Size 1 2 3 4 5 6 7 8 9 10 17 Capacity 1 8 8 8 8 16 2 4 4 16 32 Amortized Cost 3 3 3 3 3 3 3 3 3 3 3 Cost 0+1 1+1 2+1 1 4+1 1 1 1 8+1 1 16+1 Units Left 2 3 3 5 3 5 7 9 3 5 3

Amortized Cost

• From the previous 2 tables it can be seen that an amortized cost of ‘2’ is not enough.

• With an Amortized cost of 3, there are sufficient units left over to cover expensive operations.

• Finding an acceptable amortized cost is however not always that easy.

Difficult Problems

• It would be ideal if problems were of class constant, linear or logarithmic.

• However, many problems we will look at are polynomial class problems (quadratic / cubic or worse) - P • Unfortunately, there are many important problems whose best algorithms are very complex, sometimes taking exponential time (and in fact sometimes worse!) • As well as EXPTIME problems there is another class of problem call NP-Complete, which is bad news, ‘evidence’ that some problems just can’t be solved easily.

NP-Complete

• Why worry about it?

– Knowing that some problems are NP Complete saves you blindly trying to find a solution to them.

NP-Complete

• Background – P refers to the class of problems which can be solved in polynomial time.

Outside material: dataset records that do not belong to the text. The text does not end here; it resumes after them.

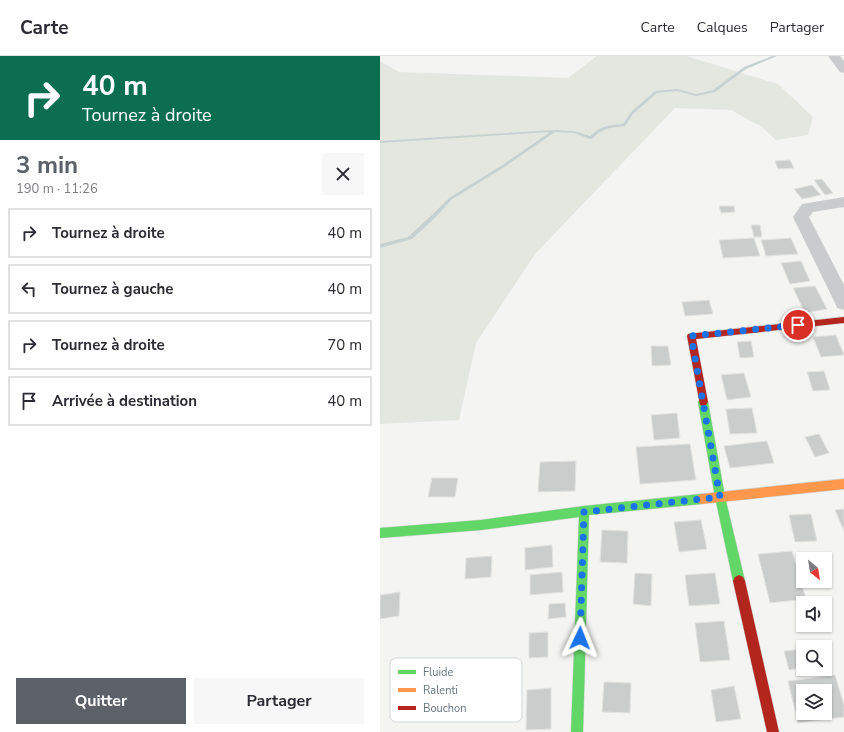 <!DOCTYPE html>
<html lang="fr">
<head>
<meta charset="utf-8">
<style>
	body { margin:0; font-family:"Nunito Sans",sans-serif; background:#f7f7f7; color:#2b2b33; height:100vh; display:flex; flex-direction:column; font-size:15px; white-space:nowrap }
	* { box-sizing:border-box; margin:0 }
	p { font-size:13px; color:#7c7c81 }
	.icon { flex:none; width:22px; height:22px; fill:none; stroke:currentColor; stroke-width:2; stroke-linecap:round; stroke-linejoin:round }
	.map { position:relative; flex:1; overflow:hidden }
	.sheet { display:flex; flex-direction:column; background:#fff; width:380px }
	.sheet>* { flex:none }
	.guide { background:#0b6e4f; color:#fff; overflow:hidden }
	.needle { width:26px; rotate:150deg }
	.fabs { position:absolute; left:416px; top:496px; display:grid; gap:8px }
	.fabs a { display:grid; place-items:center; width:36px; height:36px; border-radius:0px; background:#fff; box-shadow:0 1px 3px #0004; font-size:20px }
	.pin { position:absolute; display:grid; place-items:center; width:34px; height:34px; color:#fff; margin:-17px; border:2px solid #fff; border-radius:50%; box-shadow:0 1px 4px #0007 }
	.me { position:absolute; width:44px; margin:-22px; rotate:2deg; stroke-linejoin:round; filter:drop-shadow(0 0 3px #0008) }
	.turn { display:flex; align-items:center; gap:14px; height:84px; padding:0 16px; font-size:18px }
	.turn .icon { width:52px; height:52px; stroke-width:2.5 }
	.turn b { display:block; font-size:28px; line-height:34px }
	.round { display:grid; place-items:center; flex:none; width:42px; height:42px; border-radius:0px; background:#f7f7f7 }
	.head { display:flex; align-items:center; justify-content:space-between; height:68px; padding:0 16px }
	h1 { font-size:24px; font-weight:700; line-height:30px; color:#5c6168 }
	.cta { display:flex; gap:8px; margin-top:auto; padding:8px 16px }
	.cta a { flex:1; height:46px; border-radius:0px; background:#5c6168; color:#fff; font-size:16px; font-weight:700; line-height:46px; text-align:center }
	.cta a+a { background:#f7f7f7; color:#2b2b33 }
	ul { padding:0; list-style:none }
	li { display:flex; align-items:center; gap:12px; height:50px; margin:0 8px 6px; padding:0 8px; border:2px solid #e1e1e2; border-radius:0px }
	li div { flex:1 }
	li b { display:block; font-size:15px }
	li em { font-style:normal }
	header { display:flex; align-items:center; gap:24px; box-sizing:border-box; height:56px; padding:0 20px; background:#fff; border-bottom:1px solid #e1e1e2 }
	header strong { font-size:19px }
	nav { display:flex; gap:22px; margin-inline-start:auto; font-size:14px }
	main { display:flex; flex:1; min-height:0 }
	.map>svg:first-child { display:block }
	.green { fill:#e4e6e0 }
	.lines { fill:none; stroke-linecap:round; stroke-linejoin:round }
	.stream { fill:#c8d1d2; fill-rule:evenodd }
	.building { fill:#cbcccc; stroke:#e3e3e2; fill-rule:evenodd }
	.fast-casing { stroke:#d0d1d2; stroke-width:1 }
	.slow-casing { stroke:#d0d1d2; stroke-width:1 }
	.jam-casing { stroke:#d0d1d2; stroke-width:1 }
	.street { fill:#cacbcc; fill-rule:evenodd }
	.fast { fill:#63d668; fill-rule:evenodd }
	.slow { fill:#ff974d; fill-rule:evenodd }
	.jam { fill:#b3261e; fill-rule:evenodd }
	.route { stroke:#1a73e8; stroke-width:7; stroke-dasharray:0 12.6 }
	.key { fill:#fff; stroke:#d1d6d9; stroke-width:1 }
	.key-label { font-size:11px; fill:#657681 }
</style>
</head>
<body>
<header>
<strong>Carte</strong>
<nav><a>Carte</a><a>Calques</a><a>Partager</a></nav>
</header>
<main>
<section class="sheet">
<div class="guide">
<div class="turn"><svg class="icon" aria-label="right" viewBox="0 0 24 24"><path d="M7 20v-9h11M14 6l5 5-5 5"/></svg><div><b>40 m</b>Tournez à droite</div></div>
</div>
<div class="head"><div><h1>3 min</h1><p>190 m · 11:26</p></div><a class="round"><svg class="icon" aria-label="close" viewBox="0 0 24 24"><path d="M6 6l12 12M18 6L6 18"/></svg></a></div>
<ul>
<li><svg class="icon" aria-label="right" viewBox="0 0 24 24"><path d="M7 20v-9h11M14 6l5 5-5 5"/></svg><div><b>Tournez à droite</b></div><em>40 m</em></li>
<li><svg class="icon" aria-label="left" viewBox="0 0 24 24"><path d="M17 20v-9H6M10 6l-5 5 5 5"/></svg><div><b>Tournez à gauche</b></div><em>40 m</em></li>
<li><svg class="icon" aria-label="right" viewBox="0 0 24 24"><path d="M7 20v-9h11M14 6l5 5-5 5"/></svg><div><b>Tournez à droite</b></div><em>70 m</em></li>
<li><svg class="icon" aria-label="arrive" viewBox="0 0 24 24"><path d="M6 21V4h12l-3 4 3 4H6"/></svg><div><b>Arrivée à destination</b></div><em>40 m</em></li>
</ul>
<div class="cta"><a>Quitter</a><a>Partager</a></div>
</section>
<div class="map">
<svg width="464" height="676" viewBox="0 0 464 676">
	<rect width="100%" height="100%" fill="#f4f4f2"/>
	<path class="green" d="M217 0H306L398 28 433 61 428 79 396 84 382 71 351 54 295 52 155 198 96 287 79 364 0 368V5L19 16 188 22Z"/>
	<g class="lines">
		<path class="stream" d="M392 0H397L366 13 335 36 316 40 297 35 277 37 253 58 245 70C230 72 224 71 212 83H210L194 77 175 76 126 110 71 144 56 161 32 183 0 192V188L28 181 52 159 69 142 124 108 170 76 0 87V85L173 74 194 75 210 80C220 70 229 69 243 68L251 56 275 35 297 33 316 38 333 34 364 11Z"/>
	</g>
	<path class="building" d="M410 104 414 112 398 113 395 105Z
		M442 123 453 137 445 139 434 124Z
		M432 129 441 139 422 143 414 133Z
		M339 150H354L355 156 341 157Z
		M371 169H380L382 181H374Z
		M374 182 380 200 343 202 339 184Z
		M411 182 418 198 386 200 381 184Z
		M421 205 430 225 410 228 401 207Z
		M435 230 447 253 425 257 413 232Z
		M329 244 333 258 305 260 302 246Z
		M456 279 464 299 441 301 433 281Z
		M371 285 374 301 360 302 357 286Z
		M271 290H288L291 309 272 310Z
		M444 315 450 334 433 335 427 316Z
		M364 317 371 341 347 344 341 319Z
		M372 352 377 377 350 378 346 353Z
		M297 357 300 382 274 384 271 359Z
		M439 378 449 397 435 401 425 381Z
		M387 385 394 407 350 412 344 390Z
		M310 388 316 424 260 428 256 391Z
		M196 405 195 435 158 436 160 406Z
		M52 422H78L75 441H48Z
		M464 453V475L455 454Z
		M431 458 437 485 415 486 409 459Z
		M321 464 327 493 299 496 294 466Z
		M222 474 248 475 247 507 220 506Z
		M172 489 173 511 145 514V492Z
		M412 495 426 543 390 547 378 498Z
		M112 500 111 521 85 523 86 502Z
		M182 516 183 536 150 539V519Z
		M255 517 272 518 271 550 253 548Z
		M335 517 340 548 309 550 305 519Z
		M20 536 19 560 0 563V539Z
		M185 547 186 561 168 563 169 548Z
		M344 565 350 604 320 606 315 567Z
		M168 576V601L149 602V577Z
		M423 593V612L409 614 404 595Z
		M445 593 450 609H445Z
		M455 619 464 649V661L418 667 408 625ZM423 635H445V657H423Z
		M224 626 251 627 250 657 222 656Z
		M354 630 361 663 336 666 331 634Z
		M171 632V673L146 674 147 634Z"/>
	<g class="lines">
		<g class="fast-casing">
			<path id="fast" d="M323 342 326 343 328 346 345 441 365 525 363 529 359 531 355 529 353 525 335 441 318 346 320 343Z
				M321 438 325 440 326 443 325 446 321 448 209 459 203 676H191L199 461 101 474 0 482V472L101 464 204 450Z"/>
		</g>
		<g class="slow-casing">
			<path id="slow" d="M464 423V433L321 448 317 446 316 443 317 440 321 438Z"/>
		</g>
		<g class="jam-casing">
			<path id="jam" d="M464 261V267L316 283 328 346 326 349 323 350 320 349 307 280 308 278Z
				M359 519 363 521 365 525 399 676H387L353 525 355 521Z"/>
		</g>
		<path class="street" d="M448 0H460L464 5V17L460 16Z
			M464 141V151L433 156 429 161 464 229V254L457 252 455 247 413 161 422 148Z"/>
		<use href="#fast" class="fast"/>
		<use href="#slow" class="slow"/>
		<use href="#jam" class="jam"/>
	</g>
	<g class="lines">
		<path class="route" d="M200 582 204 456 340 441 311 280 418 269"/>
	</g>
	<rect x="10" y="602" width="132" height="64" rx="6" class="key"/>
	<rect x="18" y="614" width="18" height="4" fill="#63d668"/>
	<rect x="18" y="632" width="18" height="4" fill="#ff974d"/>
	<rect x="18" y="650" width="18" height="4" fill="#b3261e"/>
	<g class="key-label">
		<text x="43" y="620">Fluide</text>
		<text x="43" y="638">Ralenti</text>
		<text x="43" y="656">Bouchon</text>
	</g>
</svg>
<div class="fabs">
<a><svg class="needle" viewBox="-14 -14 28 28"><path d="M0-13l5 13h-10z" fill="#e53935"/><path d="M0 13l5-13h-10z" fill="#7c7c81"/></svg></a>
<a><svg class="icon" aria-label="sound" viewBox="0 0 24 24"><path d="M4 9h4l5-4v14l-5-4H4zM17 9q2 3 0 6"/></svg></a>
<a><svg class="icon" aria-label="search" viewBox="0 0 24 24"><circle cx="10" cy="10" r="6"/><path d="M15 15l6 6"/></svg></a>
<a><svg class="icon" aria-label="layers" viewBox="0 0 24 24"><path d="M12 4l9 5-9 5-9-5zM3 14l9 5 9-5"/></svg></a>
</div>
<div class="pin" style="left:418px;top:269px;background:#d93025"><svg class="icon" aria-label="arrive" viewBox="0 0 24 24"><path d="M6 21V4h12l-3 4 3 4H6"/></svg></div>
<svg class="me" style="left:200px;top:582px" viewBox="-20 -20 40 40"><path d="M0-17L14 15 0 8-14 15z" fill="#1a73e8" stroke="#fff" stroke-width="4"/></svg>
</div>
</main>
</body>
</html> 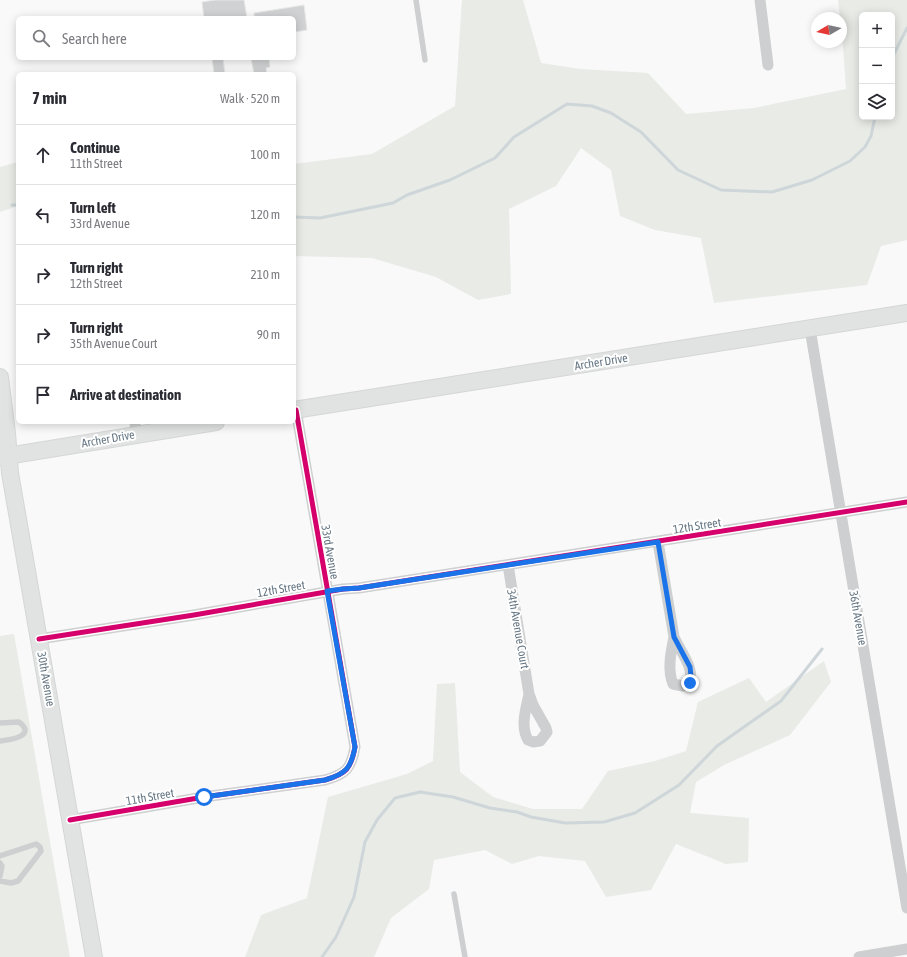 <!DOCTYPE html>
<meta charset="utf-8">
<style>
:root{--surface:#fff;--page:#f2f2f3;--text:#2b2b33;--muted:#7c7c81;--line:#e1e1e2}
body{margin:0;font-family:"Asap Condensed",sans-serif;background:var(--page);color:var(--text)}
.controls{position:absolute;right:12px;top:12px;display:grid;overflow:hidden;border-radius:6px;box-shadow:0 2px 10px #0003}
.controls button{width:36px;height:36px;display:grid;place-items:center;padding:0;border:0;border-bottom:1px solid var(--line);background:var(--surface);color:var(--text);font:20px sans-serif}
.compass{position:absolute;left:811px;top:12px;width:36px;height:36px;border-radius:50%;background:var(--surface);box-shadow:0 2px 10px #0003;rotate:261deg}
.stop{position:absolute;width:12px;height:12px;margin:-9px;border:3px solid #1a73e8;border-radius:50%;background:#fff}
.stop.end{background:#1a73e8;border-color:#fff;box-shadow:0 1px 4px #0008}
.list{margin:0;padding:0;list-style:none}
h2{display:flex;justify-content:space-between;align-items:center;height:52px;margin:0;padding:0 16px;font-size:17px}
h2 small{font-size:13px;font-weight:400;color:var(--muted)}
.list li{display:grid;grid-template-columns:26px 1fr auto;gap:12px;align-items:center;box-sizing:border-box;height:60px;padding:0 16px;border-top:1px solid var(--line)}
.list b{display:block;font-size:15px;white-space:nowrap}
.list p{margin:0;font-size:13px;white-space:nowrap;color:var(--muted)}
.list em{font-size:13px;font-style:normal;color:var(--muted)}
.icon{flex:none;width:22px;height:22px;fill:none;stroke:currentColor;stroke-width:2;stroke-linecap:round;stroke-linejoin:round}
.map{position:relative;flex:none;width:907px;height:957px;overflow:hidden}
.search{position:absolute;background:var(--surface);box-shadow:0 2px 10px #0003;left:16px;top:16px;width:280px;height:44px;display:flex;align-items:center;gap:10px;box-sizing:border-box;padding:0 14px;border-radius:6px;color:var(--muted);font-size:15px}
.panel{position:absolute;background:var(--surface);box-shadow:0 2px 10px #0003;left:16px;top:72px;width:280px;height:352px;border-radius:6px}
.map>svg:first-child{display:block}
.green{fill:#e8ebe6;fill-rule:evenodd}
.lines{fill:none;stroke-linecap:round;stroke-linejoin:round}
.stream{stroke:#ced6d9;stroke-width:3}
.building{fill:#d0d2d3;stroke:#e8e8e8}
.secondary-casing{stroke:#d5d6d7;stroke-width:18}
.lane{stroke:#cecfd0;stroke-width:5.5}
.street{stroke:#cecfd0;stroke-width:11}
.secondary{stroke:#e1e2e2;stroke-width:16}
.cycleway-casing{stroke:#fff;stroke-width:8}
.cycleway{stroke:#d6006c;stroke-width:5}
.route{stroke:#1a73e8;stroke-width:5}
.labels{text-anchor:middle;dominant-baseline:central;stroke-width:4;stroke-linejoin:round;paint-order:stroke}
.street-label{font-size:12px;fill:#657683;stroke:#fff}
</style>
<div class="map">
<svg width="907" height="957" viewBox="0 0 907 957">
<rect width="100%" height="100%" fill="#f9f9f9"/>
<g class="green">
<path d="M462,0H523L541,63L580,69L648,73L686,114L754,108L846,89L841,18H840L838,0H907V240L881,246L867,285L714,303L701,238L655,230L620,216L611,170L581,148L556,186L509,209L511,294L478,300L436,277L372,258L294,256V164L372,154L455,106ZM862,15H892V117H862Z"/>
<path d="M18,162V206L0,212V167Z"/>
<path d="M14,634L70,957H0V636Z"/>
<path d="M824,661L831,682L790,735L724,765L696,782L690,813L749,818L748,862L726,864L676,844L651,890L606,897L585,861L539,856L512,864L485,850L434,860L429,889L391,918L374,957H245L261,915L307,898L328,797L407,774L433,761L437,684L455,683L460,772L493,797L533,809H582L608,771L655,761L686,751L698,702L749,678L766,702Z"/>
</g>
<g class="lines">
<g class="stream">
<path d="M892,58L907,28"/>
<path d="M12,205H18"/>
<path d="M294,217L320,218L393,203L407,195L450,180L495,158L514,137L567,104L592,106L611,113L641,132L678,170L721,190L772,192L812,180L850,161L865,147L871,136L875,117"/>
<path d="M322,957L336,937L354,897L365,842L377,820L395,798L420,792L453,797L490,808L517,812L531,817L565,823L604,822L635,813L679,785L717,746L781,701L822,649"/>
</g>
</g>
<g class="building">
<path d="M215,0H244L247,18H204L202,2Z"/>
<path d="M304,5L307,30L294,32V18H254V13Z"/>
<path d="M212,58H223L225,74H214Z"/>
<path d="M251,58H269L270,67L266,68L267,74H254Z"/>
</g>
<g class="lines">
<g class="secondary-casing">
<g id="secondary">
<path d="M0,377L7,433L10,473L94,957"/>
<path d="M294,410L907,313"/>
<path d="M0,457L216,422"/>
</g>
</g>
<g class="lane">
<path d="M416,0L425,60"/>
<path d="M0,723L19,722C37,736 10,740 0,741"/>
<path d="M0,856L36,844L40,847L41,851L18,881L11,883L0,881"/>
<path d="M0,863L2,866L0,876"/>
<path d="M454,894L465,957"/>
</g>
<g class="street">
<path d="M760,0L768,65"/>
<path d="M810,329L907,908"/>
<path d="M135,422L136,434"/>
<path d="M658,542L674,637C681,653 694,666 690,683L683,686L673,684C667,669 671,652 674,637"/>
<path d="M508,565L529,694L533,705L546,728L547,732L540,741L533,742L528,740C520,726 526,709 529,694"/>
<path d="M39,639L194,615L343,589L359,588L907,502"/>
<path d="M70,820L204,797L325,780C346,774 351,769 355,747L296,410"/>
<path d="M859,957L907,949"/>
</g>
<use href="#secondary" class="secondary"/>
<g class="cycleway-casing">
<g id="cycleway">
<path d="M39,639L194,615L343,589L359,588L907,502"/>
<path d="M70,820L204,797L325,780C346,774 351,769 355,747L296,410"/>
</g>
</g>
<use href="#cycleway" class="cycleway"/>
</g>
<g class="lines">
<path class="route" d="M204,797L325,780C346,774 351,768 355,747L327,591L343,589L359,588L658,542L674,637L690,667L691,676L690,683"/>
</g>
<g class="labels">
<g class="street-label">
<text transform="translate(601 362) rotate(-9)">Archer Drive</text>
<text transform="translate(108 439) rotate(-10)">Archer Drive</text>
<text transform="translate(697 526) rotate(-9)">12th Street</text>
<text transform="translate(330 552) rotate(80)">33rd Avenue</text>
<text transform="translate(281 589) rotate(-10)">12th Street</text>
<text transform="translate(858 618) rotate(80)">36th Avenue</text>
<text transform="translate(518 629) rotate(80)">34th Avenue Court</text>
<text transform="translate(46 679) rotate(80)">30th Avenue</text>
<text transform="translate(150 797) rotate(-10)">11th Street</text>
</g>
</g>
</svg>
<div class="controls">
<button>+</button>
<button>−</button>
<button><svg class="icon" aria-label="layers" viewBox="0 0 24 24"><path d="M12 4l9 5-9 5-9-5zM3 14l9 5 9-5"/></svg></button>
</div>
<svg class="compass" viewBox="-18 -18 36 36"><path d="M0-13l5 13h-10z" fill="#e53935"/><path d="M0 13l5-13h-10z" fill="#7c7c81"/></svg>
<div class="stop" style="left:204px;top:797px"></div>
<div class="stop end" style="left:690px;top:683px"></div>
<div class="search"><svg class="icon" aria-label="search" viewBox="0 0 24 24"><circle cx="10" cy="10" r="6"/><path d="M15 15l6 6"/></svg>Search here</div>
<section class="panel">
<h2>7 min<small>Walk · 520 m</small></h2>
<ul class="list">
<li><svg class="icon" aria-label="ahead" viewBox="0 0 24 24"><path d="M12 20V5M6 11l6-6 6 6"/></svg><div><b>Continue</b><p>11th Street</p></div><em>100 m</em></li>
<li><svg class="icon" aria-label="left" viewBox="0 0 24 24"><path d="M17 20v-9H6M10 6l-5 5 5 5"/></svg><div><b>Turn left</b><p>33rd Avenue</p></div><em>120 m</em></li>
<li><svg class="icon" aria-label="right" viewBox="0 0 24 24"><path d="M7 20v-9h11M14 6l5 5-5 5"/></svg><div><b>Turn right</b><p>12th Street</p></div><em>210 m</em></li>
<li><svg class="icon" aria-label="right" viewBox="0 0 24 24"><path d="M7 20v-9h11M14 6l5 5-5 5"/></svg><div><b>Turn right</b><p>35th Avenue Court</p></div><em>90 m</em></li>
<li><svg class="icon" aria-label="arrive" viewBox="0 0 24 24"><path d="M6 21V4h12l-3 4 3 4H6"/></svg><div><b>Arrive at destination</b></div></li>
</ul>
</section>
</div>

– NP stands for “Non-deterministic Polynomial Time” • Essentially here, we can test whether a proposed solution is correct fairly quickly, but finding a solution is difficult. There is no problem with an NP problem if we could only guess the right solution!

NP Examples

• Long Simple Path – Finding a path through a graph from A to B traveling over ever vertex once and only once is very difficult, but if I tell you a solution path it is relatively simple for you to check it. The Traveling Salesman Problem is a long ongoing problem, with huge financial rewards for a successful solution!

• Cracking Cryptography – It’s difficult to break encryption, but if I give you a solution, it is easy to test it works.

• Infinite Loop Checking – Ever wondered why your compiler doesn’t tell you you’ve got an infinite loop? This problem is actually much harder than NP – a class of complexity known as ‘undecidable’

P vs NP

• Arguably one of the most famous current theoretical science debates concerns whether P=NP, with many theoreticians divided.

– While all P problems are NP, is the reverse true?

– If it is always easy to check a solution, should it also be easy to find the solution? Can you prove either way?

• This leads us to a complexity framework where we can’t prove that a problem isn’t P, but known to be NP, and this is where NP-Complete fits in.

NP-Complete

• NP-Complete problems are the hardest problems within NP, which are not known to have solutions in polynomial time.

• We are still left with the problem of identifying NP-Complete problems.

– How can we prove that a problem is “not known to” have a solution in polynomial time?

• (Rather than just a problem we haven’t solved?)

Reduction

• We can often reduce problems; – Problem A, can be solved by an algorithm involving a number of calls to Algorithm B.

– The number of calls could 1, a constant or polynomial.

– If Algorithm B is P, then this demonstrates that Algorithm A is also P.

• The same theory applies to NP-Complete problems. – If Problem is NP-Complete if it is NP, and all other NP problems are polynomially reduced to it.

– The astute will realise that to prove a problem is NP-Complete it takes a problem which has already been proved to be NP Complete. A kind of Chicken and Egg scenario, where fortunately Cook’s satisfiability problem came first.

• We will encounter more NP-Complete problems when dealing with graphs later in the course.